● **ACTION ITEM**: The listing below holds a line with "M1366,468L1367,489L1306,491L1305,470Z" and a line with "M409,552L411,810". Reproduce those two lines exactly, plus everything between them.

● **TASK DATA**:

▬▬▬▬▬▬▬▬▬▬

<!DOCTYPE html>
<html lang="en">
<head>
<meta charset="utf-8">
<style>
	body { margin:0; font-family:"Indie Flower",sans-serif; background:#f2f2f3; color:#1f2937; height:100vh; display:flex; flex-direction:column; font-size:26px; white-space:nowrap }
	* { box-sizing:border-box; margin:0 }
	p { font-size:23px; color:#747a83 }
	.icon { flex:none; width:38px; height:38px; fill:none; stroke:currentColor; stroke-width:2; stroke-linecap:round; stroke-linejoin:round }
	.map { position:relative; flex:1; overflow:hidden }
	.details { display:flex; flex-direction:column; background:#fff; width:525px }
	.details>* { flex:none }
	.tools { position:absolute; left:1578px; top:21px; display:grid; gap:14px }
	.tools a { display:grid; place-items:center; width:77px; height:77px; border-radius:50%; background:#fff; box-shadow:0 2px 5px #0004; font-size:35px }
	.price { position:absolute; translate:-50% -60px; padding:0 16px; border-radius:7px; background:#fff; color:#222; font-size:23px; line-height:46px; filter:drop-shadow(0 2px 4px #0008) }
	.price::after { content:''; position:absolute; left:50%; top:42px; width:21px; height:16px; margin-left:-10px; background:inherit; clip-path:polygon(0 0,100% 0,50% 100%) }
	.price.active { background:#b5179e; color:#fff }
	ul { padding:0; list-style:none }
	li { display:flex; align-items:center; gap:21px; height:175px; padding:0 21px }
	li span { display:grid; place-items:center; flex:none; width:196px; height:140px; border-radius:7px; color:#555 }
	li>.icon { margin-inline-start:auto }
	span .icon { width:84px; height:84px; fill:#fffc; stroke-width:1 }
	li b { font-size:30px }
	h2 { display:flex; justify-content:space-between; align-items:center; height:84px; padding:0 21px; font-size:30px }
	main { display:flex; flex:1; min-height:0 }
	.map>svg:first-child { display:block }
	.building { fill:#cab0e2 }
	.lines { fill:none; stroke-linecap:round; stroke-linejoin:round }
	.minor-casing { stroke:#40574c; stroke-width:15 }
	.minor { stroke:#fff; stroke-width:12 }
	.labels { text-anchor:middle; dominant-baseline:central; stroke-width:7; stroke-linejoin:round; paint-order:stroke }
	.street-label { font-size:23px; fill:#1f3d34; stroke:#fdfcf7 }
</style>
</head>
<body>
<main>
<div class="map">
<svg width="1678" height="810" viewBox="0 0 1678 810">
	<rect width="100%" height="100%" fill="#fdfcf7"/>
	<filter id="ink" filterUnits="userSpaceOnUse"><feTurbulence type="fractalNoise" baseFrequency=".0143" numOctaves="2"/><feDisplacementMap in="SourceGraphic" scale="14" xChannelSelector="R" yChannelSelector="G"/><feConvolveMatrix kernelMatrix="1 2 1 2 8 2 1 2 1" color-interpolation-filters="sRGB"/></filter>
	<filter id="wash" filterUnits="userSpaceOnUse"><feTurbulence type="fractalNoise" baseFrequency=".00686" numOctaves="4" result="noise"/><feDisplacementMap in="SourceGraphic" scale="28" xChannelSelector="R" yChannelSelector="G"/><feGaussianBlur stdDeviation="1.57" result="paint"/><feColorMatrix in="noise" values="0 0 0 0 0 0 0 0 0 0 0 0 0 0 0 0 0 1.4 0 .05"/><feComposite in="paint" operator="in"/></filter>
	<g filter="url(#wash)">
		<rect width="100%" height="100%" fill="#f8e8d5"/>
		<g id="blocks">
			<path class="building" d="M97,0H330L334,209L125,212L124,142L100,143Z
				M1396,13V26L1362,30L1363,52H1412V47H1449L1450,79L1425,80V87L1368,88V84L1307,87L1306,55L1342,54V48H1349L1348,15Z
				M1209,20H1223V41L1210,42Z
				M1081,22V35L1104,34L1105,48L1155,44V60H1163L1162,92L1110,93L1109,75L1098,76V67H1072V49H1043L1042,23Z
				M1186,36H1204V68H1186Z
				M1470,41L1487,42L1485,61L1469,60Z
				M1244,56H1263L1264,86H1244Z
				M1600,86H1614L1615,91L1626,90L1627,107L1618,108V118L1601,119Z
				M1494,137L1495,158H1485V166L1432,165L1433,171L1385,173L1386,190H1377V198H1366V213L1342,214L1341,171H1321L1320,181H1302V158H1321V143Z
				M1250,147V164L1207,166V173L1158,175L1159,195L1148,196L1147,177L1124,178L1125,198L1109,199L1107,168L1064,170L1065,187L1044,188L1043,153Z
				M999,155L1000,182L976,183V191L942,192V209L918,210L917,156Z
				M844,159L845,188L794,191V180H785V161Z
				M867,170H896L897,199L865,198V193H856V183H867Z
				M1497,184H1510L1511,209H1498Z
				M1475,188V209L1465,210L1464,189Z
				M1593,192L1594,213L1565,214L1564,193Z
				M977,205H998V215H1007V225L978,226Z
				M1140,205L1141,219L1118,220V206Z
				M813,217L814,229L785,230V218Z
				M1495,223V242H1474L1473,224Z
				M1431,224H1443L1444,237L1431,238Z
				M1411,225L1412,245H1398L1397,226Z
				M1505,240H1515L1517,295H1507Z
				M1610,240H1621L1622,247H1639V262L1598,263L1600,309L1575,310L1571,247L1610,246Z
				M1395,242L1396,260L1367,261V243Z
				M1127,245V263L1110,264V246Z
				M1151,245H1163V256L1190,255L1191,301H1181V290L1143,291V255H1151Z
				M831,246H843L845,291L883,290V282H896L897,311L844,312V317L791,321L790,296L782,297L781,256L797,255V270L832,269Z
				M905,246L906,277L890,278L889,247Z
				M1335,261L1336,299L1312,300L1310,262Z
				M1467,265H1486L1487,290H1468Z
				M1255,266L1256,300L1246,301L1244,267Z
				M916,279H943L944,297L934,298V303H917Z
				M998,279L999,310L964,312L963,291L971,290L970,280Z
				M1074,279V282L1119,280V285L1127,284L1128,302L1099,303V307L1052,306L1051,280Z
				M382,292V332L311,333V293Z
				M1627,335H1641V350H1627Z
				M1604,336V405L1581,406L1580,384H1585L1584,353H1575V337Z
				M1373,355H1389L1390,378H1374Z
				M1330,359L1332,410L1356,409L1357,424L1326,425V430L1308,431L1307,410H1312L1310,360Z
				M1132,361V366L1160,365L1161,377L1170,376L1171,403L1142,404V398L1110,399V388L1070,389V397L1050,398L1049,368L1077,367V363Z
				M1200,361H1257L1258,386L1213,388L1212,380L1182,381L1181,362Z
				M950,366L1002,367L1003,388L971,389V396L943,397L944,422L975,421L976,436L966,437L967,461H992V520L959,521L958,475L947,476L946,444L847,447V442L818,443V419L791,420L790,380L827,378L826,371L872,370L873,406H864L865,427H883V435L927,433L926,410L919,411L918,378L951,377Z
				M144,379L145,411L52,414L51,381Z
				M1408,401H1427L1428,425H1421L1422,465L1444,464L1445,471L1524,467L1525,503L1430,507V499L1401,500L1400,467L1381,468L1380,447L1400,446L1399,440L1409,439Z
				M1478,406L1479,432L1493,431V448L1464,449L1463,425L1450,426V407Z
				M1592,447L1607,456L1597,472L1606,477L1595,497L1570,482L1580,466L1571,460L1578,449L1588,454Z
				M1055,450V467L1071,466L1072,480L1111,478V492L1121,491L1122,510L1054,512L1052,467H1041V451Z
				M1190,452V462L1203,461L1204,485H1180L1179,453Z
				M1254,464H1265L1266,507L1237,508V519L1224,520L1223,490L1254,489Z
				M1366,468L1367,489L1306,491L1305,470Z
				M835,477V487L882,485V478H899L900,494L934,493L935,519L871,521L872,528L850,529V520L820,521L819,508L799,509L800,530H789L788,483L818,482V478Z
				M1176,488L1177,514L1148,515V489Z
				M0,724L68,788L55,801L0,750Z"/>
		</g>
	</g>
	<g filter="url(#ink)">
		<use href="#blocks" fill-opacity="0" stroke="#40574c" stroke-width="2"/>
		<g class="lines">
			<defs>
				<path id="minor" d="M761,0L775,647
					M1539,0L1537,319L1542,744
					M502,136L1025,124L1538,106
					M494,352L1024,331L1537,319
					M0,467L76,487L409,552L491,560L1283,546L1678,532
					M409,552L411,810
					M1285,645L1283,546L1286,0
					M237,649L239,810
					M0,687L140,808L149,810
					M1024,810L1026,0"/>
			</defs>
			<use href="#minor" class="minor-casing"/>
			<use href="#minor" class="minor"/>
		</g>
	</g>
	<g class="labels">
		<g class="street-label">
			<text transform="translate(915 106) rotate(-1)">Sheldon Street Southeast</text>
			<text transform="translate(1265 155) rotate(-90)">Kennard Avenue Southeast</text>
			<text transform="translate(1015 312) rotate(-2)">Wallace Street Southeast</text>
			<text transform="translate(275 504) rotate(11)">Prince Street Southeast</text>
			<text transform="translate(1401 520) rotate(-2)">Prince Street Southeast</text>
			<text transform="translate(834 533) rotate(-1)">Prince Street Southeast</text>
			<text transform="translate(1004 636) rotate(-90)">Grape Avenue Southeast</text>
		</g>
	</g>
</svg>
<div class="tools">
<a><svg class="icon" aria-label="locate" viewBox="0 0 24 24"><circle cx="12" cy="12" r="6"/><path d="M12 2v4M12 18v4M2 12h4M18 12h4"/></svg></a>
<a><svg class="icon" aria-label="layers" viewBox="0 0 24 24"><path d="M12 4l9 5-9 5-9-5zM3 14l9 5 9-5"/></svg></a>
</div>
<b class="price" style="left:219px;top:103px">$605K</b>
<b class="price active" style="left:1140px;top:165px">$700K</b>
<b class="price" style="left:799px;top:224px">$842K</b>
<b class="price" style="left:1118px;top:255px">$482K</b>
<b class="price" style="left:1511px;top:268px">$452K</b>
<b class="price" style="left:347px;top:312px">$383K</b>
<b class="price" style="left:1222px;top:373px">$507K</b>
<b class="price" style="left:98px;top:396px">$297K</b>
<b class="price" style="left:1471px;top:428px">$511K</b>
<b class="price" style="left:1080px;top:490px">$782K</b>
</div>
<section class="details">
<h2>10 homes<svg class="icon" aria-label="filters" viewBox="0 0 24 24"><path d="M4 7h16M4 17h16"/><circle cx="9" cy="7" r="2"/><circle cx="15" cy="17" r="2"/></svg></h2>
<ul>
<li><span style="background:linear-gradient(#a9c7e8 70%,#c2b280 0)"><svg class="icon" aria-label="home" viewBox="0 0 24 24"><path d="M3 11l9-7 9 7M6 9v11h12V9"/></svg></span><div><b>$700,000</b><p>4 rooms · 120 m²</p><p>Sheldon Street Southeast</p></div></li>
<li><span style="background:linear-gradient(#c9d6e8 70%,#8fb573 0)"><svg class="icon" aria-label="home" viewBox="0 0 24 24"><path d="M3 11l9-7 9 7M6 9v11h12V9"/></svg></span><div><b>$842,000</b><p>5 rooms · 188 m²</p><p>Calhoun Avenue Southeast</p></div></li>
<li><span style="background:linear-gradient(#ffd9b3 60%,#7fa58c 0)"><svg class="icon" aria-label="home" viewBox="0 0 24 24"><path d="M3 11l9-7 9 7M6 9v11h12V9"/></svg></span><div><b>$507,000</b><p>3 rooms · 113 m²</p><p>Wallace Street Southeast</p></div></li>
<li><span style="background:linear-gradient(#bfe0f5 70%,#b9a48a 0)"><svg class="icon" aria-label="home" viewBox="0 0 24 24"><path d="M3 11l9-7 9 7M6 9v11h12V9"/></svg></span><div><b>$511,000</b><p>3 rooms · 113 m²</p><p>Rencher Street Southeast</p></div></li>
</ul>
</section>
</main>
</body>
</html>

▬▬▬▬▬▬▬▬▬▬

● **YOUR SOLUTION**:
				M1366,468L1367,489L1306,491L1305,470Z
				M835,477V487L882,485V478H899L900,494L934,493L935,519L871,521L872,528L850,529V520L820,521L819,508L799,509L800,530H789L788,483L818,482V478Z
				M1176,488L1177,514L1148,515V489Z
				M0,724L68,788L55,801L0,750Z"/>
		</g>
	</g>
	<g filter="url(#ink)">
		<use href="#blocks" fill-opacity="0" stroke="#40574c" stroke-width="2"/>
		<g class="lines">
			<defs>
				<path id="minor" d="M761,0L775,647
					M1539,0L1537,319L1542,744
					M502,136L1025,124L1538,106
					M494,352L1024,331L1537,319
					M0,467L76,487L409,552L491,560L1283,546L1678,532
					M409,552L411,810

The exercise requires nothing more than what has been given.